Sources: .github/workflows/ci.yml(L8 - L12) .github/workflows/ci.yml(L28 - L30)
Code Quality Pipeline
Quality Check Sequence
The CI pipeline enforces code quality through a structured sequence of checks:
| Step | Command | Purpose | Failure Impact |
|---|---|---|---|
| Format | cargo fmt --all -- --check | Consistent code style | CI failure |
| Lint | cargo clippy --target $TARGET --all-features | Code analysis | CI failure |
| Build | cargo build --target $TARGET --all-features | Compilation validation | CI failure |
| Test | cargo test --target x86_64-unknown-linux-gnu | Functional validation | CI failure |
Clippy Configuration
The project uses clippy with a specific configuration to suppress certain warnings:
cargo clippy --target ${{ matrix.targets }} --all-features -- -A clippy::new_without_default
The -A clippy::new_without_default flag allows new() methods without corresponding default() implementations, which is appropriate for allocator constructors that require explicit memory region parameters.

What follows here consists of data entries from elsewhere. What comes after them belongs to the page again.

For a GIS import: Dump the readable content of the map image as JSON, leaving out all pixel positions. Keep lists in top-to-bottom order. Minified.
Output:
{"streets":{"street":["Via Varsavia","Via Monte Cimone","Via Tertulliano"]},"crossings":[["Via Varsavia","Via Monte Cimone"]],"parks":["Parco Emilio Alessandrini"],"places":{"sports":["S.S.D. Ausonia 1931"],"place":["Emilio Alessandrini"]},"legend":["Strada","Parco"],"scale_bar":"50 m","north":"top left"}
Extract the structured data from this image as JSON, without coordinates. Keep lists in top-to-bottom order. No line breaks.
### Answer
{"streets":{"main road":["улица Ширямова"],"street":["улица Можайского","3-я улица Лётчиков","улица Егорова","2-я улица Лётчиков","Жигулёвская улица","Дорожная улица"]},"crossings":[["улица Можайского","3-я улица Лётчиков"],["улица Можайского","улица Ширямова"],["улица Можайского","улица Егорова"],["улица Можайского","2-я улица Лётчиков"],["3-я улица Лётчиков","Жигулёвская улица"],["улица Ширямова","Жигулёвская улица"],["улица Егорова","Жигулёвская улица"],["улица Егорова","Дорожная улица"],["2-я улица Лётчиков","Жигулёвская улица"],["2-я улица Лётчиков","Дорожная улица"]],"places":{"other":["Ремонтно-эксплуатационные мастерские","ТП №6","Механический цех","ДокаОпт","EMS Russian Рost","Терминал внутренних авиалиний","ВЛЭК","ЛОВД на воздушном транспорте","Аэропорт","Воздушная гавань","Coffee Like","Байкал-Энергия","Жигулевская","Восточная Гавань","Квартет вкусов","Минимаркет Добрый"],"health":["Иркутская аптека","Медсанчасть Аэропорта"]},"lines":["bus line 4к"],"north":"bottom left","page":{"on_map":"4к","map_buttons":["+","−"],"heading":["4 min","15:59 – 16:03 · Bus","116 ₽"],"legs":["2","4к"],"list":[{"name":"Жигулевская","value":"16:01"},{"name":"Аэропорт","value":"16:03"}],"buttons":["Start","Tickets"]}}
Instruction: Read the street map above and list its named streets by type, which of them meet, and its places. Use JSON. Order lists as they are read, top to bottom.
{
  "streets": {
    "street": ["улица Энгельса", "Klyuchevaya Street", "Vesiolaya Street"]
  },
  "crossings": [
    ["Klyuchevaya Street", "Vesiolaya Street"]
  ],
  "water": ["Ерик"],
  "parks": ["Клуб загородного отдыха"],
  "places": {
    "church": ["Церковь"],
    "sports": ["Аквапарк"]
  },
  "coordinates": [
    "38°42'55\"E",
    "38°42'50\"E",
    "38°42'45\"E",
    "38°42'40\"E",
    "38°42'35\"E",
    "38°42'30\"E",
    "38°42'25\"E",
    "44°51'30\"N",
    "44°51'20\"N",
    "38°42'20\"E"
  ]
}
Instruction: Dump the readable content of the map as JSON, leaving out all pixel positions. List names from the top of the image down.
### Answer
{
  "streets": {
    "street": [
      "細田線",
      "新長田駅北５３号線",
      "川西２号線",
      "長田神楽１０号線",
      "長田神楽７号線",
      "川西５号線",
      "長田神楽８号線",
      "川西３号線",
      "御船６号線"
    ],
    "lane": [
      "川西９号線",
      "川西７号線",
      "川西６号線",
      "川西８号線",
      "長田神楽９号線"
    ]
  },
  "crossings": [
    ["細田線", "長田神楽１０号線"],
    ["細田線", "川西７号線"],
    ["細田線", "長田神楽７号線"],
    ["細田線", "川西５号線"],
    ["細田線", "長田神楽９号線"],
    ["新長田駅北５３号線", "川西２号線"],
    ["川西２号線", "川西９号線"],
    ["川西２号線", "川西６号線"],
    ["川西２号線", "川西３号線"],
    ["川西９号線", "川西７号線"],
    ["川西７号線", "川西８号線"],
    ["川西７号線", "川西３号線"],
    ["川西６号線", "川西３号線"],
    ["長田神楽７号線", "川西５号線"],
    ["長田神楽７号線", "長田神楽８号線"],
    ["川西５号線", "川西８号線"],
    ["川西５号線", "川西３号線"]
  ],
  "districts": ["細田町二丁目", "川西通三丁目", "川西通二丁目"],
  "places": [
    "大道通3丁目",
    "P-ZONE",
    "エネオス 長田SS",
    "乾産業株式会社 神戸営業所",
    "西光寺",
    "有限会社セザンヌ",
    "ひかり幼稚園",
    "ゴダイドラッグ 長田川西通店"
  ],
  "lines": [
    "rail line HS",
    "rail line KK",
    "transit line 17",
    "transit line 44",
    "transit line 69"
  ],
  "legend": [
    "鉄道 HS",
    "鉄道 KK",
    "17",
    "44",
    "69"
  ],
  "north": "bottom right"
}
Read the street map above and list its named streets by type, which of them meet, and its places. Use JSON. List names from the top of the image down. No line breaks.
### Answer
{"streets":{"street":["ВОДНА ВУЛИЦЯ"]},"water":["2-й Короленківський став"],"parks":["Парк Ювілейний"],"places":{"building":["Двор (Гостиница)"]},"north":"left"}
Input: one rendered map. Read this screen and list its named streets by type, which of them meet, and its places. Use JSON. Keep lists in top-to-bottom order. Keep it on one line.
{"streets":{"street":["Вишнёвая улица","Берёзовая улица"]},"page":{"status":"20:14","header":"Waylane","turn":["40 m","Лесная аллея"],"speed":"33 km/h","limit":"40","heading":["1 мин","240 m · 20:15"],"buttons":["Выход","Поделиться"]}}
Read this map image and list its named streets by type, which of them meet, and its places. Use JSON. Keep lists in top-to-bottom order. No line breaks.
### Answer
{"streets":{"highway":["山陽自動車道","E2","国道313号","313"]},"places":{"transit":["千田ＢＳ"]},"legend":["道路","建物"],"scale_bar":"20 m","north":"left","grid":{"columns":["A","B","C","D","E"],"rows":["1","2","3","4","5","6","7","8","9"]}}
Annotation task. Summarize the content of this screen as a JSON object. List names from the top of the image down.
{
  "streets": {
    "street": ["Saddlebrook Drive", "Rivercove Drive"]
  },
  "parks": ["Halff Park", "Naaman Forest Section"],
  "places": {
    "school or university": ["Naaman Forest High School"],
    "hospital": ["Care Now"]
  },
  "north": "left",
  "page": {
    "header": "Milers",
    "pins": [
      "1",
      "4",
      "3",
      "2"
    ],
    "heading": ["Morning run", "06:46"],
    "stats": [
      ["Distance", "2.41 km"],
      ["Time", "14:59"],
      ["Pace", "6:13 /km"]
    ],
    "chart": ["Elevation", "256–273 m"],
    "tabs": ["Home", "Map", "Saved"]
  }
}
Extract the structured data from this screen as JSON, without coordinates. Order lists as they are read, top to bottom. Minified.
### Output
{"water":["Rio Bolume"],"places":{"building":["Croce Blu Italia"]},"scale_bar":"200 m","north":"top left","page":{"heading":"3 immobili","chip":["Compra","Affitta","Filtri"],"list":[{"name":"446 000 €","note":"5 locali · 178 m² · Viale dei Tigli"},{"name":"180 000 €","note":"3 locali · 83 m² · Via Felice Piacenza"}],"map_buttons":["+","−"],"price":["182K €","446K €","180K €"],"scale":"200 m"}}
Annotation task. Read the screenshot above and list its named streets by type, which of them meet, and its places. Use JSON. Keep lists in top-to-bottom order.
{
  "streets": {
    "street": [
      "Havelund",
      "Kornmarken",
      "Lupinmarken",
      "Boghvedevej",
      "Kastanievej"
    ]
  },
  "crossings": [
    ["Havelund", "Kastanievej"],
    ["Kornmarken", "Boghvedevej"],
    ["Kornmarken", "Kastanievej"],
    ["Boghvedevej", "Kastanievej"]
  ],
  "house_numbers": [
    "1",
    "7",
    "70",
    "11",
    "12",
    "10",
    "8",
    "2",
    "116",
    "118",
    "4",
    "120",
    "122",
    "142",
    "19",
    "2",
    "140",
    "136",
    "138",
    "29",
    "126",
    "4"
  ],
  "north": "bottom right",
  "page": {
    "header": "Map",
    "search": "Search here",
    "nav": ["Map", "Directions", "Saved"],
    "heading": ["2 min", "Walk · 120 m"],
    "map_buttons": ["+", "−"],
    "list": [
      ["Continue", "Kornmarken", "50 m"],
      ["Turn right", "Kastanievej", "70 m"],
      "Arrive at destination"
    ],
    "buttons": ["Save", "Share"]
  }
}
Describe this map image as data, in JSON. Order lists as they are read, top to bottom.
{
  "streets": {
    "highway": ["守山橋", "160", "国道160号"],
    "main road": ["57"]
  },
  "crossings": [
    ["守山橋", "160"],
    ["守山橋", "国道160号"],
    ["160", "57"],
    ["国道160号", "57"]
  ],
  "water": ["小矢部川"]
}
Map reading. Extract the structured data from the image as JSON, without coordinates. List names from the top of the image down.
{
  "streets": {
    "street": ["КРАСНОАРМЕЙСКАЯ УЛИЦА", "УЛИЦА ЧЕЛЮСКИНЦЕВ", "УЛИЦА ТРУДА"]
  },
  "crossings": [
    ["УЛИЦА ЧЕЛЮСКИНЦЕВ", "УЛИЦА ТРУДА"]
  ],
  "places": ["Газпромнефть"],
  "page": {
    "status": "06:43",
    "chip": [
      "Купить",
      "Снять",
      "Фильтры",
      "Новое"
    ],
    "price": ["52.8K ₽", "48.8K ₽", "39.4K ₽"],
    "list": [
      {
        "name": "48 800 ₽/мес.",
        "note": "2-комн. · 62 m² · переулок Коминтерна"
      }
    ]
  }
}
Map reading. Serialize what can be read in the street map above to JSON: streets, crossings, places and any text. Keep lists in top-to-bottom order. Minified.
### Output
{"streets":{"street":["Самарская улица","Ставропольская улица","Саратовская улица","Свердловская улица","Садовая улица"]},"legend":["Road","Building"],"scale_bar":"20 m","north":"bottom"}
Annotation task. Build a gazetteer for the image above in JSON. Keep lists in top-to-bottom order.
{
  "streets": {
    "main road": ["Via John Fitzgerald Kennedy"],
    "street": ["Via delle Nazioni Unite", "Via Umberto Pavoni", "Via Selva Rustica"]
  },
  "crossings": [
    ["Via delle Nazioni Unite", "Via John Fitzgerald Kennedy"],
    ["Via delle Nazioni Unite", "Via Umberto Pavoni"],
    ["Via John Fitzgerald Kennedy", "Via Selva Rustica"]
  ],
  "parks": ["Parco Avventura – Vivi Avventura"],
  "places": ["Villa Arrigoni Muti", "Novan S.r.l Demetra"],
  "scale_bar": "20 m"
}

Sources: .github/workflows/ci.yml(L22 - L30) .github/workflows/ci.yml(L25)
Documentation System
Documentation Build Process
flowchart TD A["doc job"] B["Checkout Repository"] C["Setup Rust Nightly"] D["Build Documentation"] E["cargo doc --no-deps --all-features"] F["RUSTDOCFLAGS Validation"] G["Generate index.html"] H["Branch Check"] I["Deploy to gh-pages"] J["Skip Deployment"] K["Broken Links Check"] L["Missing Docs Check"] A --> B B --> C C --> D D --> E E --> F F --> G F --> K F --> L G --> H H --> I H --> J
Documentation Quality Enforcement
The documentation build enforces strict quality standards through RUSTDOCFLAGS:
RUSTDOCFLAGS: -D rustdoc::broken_intra_doc_links -D missing-docs
This configuration treats broken internal documentation links and missing documentation as compilation errors, ensuring comprehensive and accurate documentation.
GitHub Pages Deployment
Documentation deployment follows a conditional strategy:
- Default branch pushes: Automatic deployment to GitHub Pages
- Pull requests and other branches: Documentation builds but does not deploy
- Deployment target:
gh-pagesbranch with single-commit history
Sources: .github/workflows/ci.yml(L40) .github/workflows/ci.yml(L44 - L55)
Project Configuration
Dependency Management
The project maintains minimal dependencies to support no_std environments:
[dependencies]
buddy_system_allocator = { version = "0.10", default-features = false }
The default-features = false configuration ensures the buddy allocator dependency remains no_std compatible.
Git Configuration
The .gitignore configuration excludes development artifacts:
| Pattern | Purpose |
|---|---|
| /target | Rust build artifacts |
| /.vscode | IDE configuration |
| .DS_Store | macOS system files |
| Cargo.lock | Dependency lock file (library project) |
Sources: Cargo.toml(L11 - L12) .gitignore(L1 - L4)
Development Best Practices
Pre-commit Validation
Contributors should run the complete CI validation suite locally before committing:
# Format check
cargo fmt --all -- --check
# Lint analysis
cargo clippy --all-features -- -A clippy::new_without_default
# Multi-target build validation
cargo build --target x86_64-unknown-none --all-features
cargo build --target riscv64gc-unknown-none-elf --all-features
cargo build --target aarch64-unknown-none-softfloat --all-features
# Full test suite
cargo test --target x86_64-unknown-linux-gnu -- --nocapture
Release Management
Version management follows semantic versioning as indicated by the current version 0.3.1 in Cargo.toml. The project maintains backwards compatibility within major versions while supporting iterative improvements in minor releases.